Ela só pensa assim porque é mãe, você pode dizer. E estará certo. Ser pai e mãe não é exatamente aquele despertar que nos leva a concluir “nossos pais tinham razão“. Porque pode ser que eles não a tivessem, vai saber. Quando nascem os filhos, o desafio é fazer a coisa da nossa maneira, construir o nosso modelo familiar, algo que não brota do vaso das nossas ideias de uma hora para outra. É um processo lento e reavaliado, conscientemente ou não, de acordo com fases, necessidades, crenças e dificuldades. Admitir que nossos pais tinham ou não razão significa muitas vezes optar por nos aproximar ou nos distanciar das raízes. E essa dicotomia pode nos induzir ao erro. Explico por quê.
O que eu vejo, daqui do meu posto de observação da vida, é muita gente se esmerando numa espécie de contraprova daquilo que os pais supostamente fizeram de errado. Um comportamento facilmente identificável em frases como “minha mãe nunca tinha tempo para mim“, ou “eu recebia muitas críticas do meu pai por isso resolvi que, com minha filha, será na base do elogio“.
Não tenho dúvidas de que nossa consciência aprimorada é um poderoso aliado na construção de uma relação profunda com os filhos. Ao mesmo tempo, entendo que as escolhas calcadas no ressentimento criam uma interdependência com a origem que se busca negar. Nenhum antídoto tem serventia se não estiver na presença do veneno.
Não vejo saída melhor do que o perdão, irrestrito, incondicional. Perdoe seus pais, pelas falhas, pelas mancadas, pelas ausências, pelas ignorâncias, e sinta-se livre para ser pai e mãe da sua maneira. Um amigo bem humorado recorda rindo as surras que ele e o irmão levavam da mãe. Incapaz de encostar o dedo no filho, por mais levado que seja, ele optou por um modelo autêntico de paternidade. “Mas não é que eu ache que mamãe errou. Ela tinha razão quando batia. A gente desobedecia à beça. Aprontava. Eu sou apenas diferente“, diz, sem mágoa no coração, diante do meu olhar inicialmente abismado.
Durante algum tempo, achei que sabia muito pouco da minha infância. Minhas manias, meu aprendizado. Você sabe que os pais lembram tudo do primeiro filho, a primeira febre, o primeiro dentinho, o segundo. Tudo anotado. No segundo, rola um esforço para registrar as gracinhas e a memória pródiga ainda consegue reter muita informação. No terceiro, a história começa a mudar. Episódios são trocados, geralmente o que se acredita ter sido gracinha do terceiro foi, na verdade, do primeiro. É muito cansaço para dar conta de detalhes.
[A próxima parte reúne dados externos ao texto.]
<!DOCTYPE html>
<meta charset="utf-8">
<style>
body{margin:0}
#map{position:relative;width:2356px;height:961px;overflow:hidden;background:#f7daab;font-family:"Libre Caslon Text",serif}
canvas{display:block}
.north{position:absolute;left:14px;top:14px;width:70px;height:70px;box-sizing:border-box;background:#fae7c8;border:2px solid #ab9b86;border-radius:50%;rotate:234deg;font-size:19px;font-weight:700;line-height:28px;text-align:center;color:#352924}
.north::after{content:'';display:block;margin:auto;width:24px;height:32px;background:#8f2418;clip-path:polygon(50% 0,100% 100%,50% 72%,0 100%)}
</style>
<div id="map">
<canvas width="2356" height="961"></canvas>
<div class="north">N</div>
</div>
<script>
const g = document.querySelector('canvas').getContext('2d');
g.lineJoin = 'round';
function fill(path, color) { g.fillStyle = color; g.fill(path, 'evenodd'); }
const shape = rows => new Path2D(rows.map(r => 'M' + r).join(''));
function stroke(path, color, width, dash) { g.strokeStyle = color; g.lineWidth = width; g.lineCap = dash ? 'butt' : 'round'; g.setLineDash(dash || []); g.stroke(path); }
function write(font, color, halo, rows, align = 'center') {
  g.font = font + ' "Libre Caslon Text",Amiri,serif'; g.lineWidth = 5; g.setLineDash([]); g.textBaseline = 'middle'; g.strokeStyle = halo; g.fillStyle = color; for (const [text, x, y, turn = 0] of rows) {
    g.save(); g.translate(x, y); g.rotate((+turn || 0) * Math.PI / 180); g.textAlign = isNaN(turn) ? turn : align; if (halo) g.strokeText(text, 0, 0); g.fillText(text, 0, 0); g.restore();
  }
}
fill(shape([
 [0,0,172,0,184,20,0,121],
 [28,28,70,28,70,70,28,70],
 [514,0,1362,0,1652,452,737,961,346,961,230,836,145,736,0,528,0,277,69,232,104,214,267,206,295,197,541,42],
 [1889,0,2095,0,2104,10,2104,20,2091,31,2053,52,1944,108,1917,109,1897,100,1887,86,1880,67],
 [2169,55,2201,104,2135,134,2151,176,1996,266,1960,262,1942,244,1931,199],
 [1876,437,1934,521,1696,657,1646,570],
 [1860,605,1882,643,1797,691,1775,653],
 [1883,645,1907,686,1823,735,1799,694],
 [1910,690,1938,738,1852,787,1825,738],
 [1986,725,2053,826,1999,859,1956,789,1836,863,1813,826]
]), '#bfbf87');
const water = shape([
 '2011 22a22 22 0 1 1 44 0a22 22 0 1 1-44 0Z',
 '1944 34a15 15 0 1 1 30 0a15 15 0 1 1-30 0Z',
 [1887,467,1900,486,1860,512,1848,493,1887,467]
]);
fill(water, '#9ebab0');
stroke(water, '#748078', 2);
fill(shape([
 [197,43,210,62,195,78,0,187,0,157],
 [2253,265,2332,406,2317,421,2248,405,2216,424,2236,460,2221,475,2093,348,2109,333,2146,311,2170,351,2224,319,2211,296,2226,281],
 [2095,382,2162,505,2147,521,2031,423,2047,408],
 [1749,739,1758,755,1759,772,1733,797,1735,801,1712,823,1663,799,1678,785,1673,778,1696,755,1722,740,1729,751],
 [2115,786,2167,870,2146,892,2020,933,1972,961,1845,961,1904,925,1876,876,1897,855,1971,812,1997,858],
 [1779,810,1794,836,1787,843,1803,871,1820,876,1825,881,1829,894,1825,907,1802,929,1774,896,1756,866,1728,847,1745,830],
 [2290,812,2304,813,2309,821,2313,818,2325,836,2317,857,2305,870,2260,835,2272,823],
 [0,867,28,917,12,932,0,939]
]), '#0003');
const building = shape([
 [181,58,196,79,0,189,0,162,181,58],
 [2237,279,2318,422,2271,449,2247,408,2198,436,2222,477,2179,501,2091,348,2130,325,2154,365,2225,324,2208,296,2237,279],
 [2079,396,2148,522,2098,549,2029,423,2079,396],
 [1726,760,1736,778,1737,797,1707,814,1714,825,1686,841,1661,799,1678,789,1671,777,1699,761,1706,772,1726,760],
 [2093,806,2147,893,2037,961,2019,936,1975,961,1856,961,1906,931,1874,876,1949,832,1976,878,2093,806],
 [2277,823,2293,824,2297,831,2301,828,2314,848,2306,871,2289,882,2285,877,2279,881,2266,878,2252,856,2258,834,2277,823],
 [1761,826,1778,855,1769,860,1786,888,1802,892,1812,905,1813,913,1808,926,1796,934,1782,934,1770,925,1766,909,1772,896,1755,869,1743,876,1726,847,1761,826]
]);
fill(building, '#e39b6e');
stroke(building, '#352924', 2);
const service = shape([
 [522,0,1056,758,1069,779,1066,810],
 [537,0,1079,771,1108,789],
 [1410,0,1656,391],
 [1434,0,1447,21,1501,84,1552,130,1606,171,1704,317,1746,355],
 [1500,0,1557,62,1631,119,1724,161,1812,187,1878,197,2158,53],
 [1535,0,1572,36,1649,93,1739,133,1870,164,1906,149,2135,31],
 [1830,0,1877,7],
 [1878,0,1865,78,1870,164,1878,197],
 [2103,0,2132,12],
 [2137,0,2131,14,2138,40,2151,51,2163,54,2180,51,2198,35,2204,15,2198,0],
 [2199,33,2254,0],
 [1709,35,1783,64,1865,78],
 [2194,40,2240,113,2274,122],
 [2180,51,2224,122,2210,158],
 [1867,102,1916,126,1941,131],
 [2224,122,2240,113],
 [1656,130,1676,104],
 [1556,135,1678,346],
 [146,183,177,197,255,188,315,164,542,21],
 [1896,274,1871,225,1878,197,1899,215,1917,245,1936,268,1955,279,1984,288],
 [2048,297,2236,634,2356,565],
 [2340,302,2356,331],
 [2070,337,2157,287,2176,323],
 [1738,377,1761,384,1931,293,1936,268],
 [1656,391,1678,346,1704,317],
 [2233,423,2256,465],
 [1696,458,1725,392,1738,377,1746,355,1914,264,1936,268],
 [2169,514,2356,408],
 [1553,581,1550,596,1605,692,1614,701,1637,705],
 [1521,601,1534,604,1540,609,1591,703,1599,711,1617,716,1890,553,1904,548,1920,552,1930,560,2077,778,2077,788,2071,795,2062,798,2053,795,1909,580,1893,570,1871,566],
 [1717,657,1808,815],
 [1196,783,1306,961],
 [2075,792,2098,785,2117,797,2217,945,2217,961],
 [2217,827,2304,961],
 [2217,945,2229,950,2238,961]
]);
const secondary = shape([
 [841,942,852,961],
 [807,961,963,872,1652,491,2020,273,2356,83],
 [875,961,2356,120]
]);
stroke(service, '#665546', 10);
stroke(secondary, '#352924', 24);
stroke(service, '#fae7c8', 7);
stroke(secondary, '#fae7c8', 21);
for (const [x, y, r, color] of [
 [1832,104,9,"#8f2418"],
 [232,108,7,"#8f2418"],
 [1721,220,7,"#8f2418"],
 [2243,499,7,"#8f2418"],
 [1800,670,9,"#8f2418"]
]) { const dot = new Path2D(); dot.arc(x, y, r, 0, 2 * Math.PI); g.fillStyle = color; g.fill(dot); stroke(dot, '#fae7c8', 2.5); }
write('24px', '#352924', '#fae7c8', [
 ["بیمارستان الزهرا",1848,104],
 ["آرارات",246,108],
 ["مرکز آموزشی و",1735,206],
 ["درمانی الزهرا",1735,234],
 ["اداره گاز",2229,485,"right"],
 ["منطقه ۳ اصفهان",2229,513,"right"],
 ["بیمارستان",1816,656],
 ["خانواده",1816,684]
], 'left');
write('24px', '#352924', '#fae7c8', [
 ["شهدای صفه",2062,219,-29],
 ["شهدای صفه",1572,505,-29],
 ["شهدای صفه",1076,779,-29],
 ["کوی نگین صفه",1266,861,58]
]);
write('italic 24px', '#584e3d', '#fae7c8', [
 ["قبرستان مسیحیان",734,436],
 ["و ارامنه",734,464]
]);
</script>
Agora eu deixo para sua imaginação traçar o perfil da quarta filha (meu caso).Se estiver com pressa, mamãe consegue dizer os nomes das minhas irmãs, e antes que ela diga o do meu irmão ou alguma sobrinha, eu digo o meu. “Bebel, mãe“. Dizem as tias mais velhas e os primos que eu era tão tagarela quanto minha caçula. Tinha resposta pra tudo, desde pequenininha. Devia ser engraçado. É uma pena eu não ter como acessar aquilo.
Eu, no papel de mãe, anoto quase tudo o que se passa com minhas filhas. Escrevo histórias e reproduzo diálogos para que eles se tornem memoráveis. Você pode ler alguns desses textos aqui.
Um dia vou entregar todo esse material a elas e espero darmos boas risadas. Mas não parei por aí. Boa parte dos meus registros tratam mais da forma como eu me sinto. É uma confissão sobre a maneira como eu me percebo nessa função de mãe e o quanto tudo isso me transformou e me ensinou. A ironia da vida é que foi dessa maneira que eu pude conhecer mais a fundo os sentimentos da minha mãe como mãe. Ao se identificar com a forma como eu me sinto hoje, ela ri solidária, concorda, comenta que se sentia da mesma maneira. Ela apenas não tinha o hábito ou a vontade de fazer como eu faço, o que não quer dizer que ela não sentisse igual emoções que transbordam de mim para o papel. Somos apenas diferentes. Foi assim que eu a perdoei por ter esquecido as minhas tiradas.